On other key things, like getting food out to remote areas, they're relying on the private sector - they have "sought and received" assurances from the major supermarkets.
The third thing is what's not in there. Yellowhammer's redacted paragraph 15 was widely assumed to raise questions about the future of the UK refineries. That prompted the Welsh Secretary, Alun Cairns, to declare that Valero refinery in Pembrokeshire was "safe".
The Welsh Government's paper makes no mention of refineries.
Last week's Operation Yellowhammer disclosure revealed fears of "clashes" with as many as 40 fishing vessels predicted to enter Welsh waters illegally, or already be there, on the first day of Brexit.
The preparations say "protocols" have been agreed with the UK government, police forces and the Royal Navy.

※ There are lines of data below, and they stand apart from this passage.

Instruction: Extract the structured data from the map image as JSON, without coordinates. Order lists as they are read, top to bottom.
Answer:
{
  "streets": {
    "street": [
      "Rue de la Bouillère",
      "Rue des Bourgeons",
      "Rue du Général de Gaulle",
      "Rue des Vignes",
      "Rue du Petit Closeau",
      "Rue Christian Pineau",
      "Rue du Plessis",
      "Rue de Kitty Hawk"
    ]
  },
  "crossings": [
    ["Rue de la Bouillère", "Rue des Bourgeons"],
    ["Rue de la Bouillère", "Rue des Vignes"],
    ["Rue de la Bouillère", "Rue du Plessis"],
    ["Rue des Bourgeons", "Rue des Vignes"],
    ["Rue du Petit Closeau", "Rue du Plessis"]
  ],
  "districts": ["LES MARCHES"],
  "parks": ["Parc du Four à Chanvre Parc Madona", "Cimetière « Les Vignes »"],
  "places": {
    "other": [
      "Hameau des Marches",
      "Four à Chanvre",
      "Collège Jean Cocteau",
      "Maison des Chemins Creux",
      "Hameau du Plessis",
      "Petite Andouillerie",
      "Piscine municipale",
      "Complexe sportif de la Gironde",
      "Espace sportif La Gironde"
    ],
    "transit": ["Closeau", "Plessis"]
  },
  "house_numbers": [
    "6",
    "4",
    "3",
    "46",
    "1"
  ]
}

Officials are assessing the impact of up to 10,000 UK nationals returning from the EU and requiring services such as housing and education.
In case the impact of pressures resulting from a no-deal Brexit become difficult to manage locally, plans are in place to mobilise an "emergency co-ordination centre".
Correction 2nd October 2019: An earlier version of this story suggested the Yellowhammer document had referred to the potential risk of rioting; it has been amended to more closely reflect the paper's exact wording, which referred to protests and "a rise in public disorder and community tensions".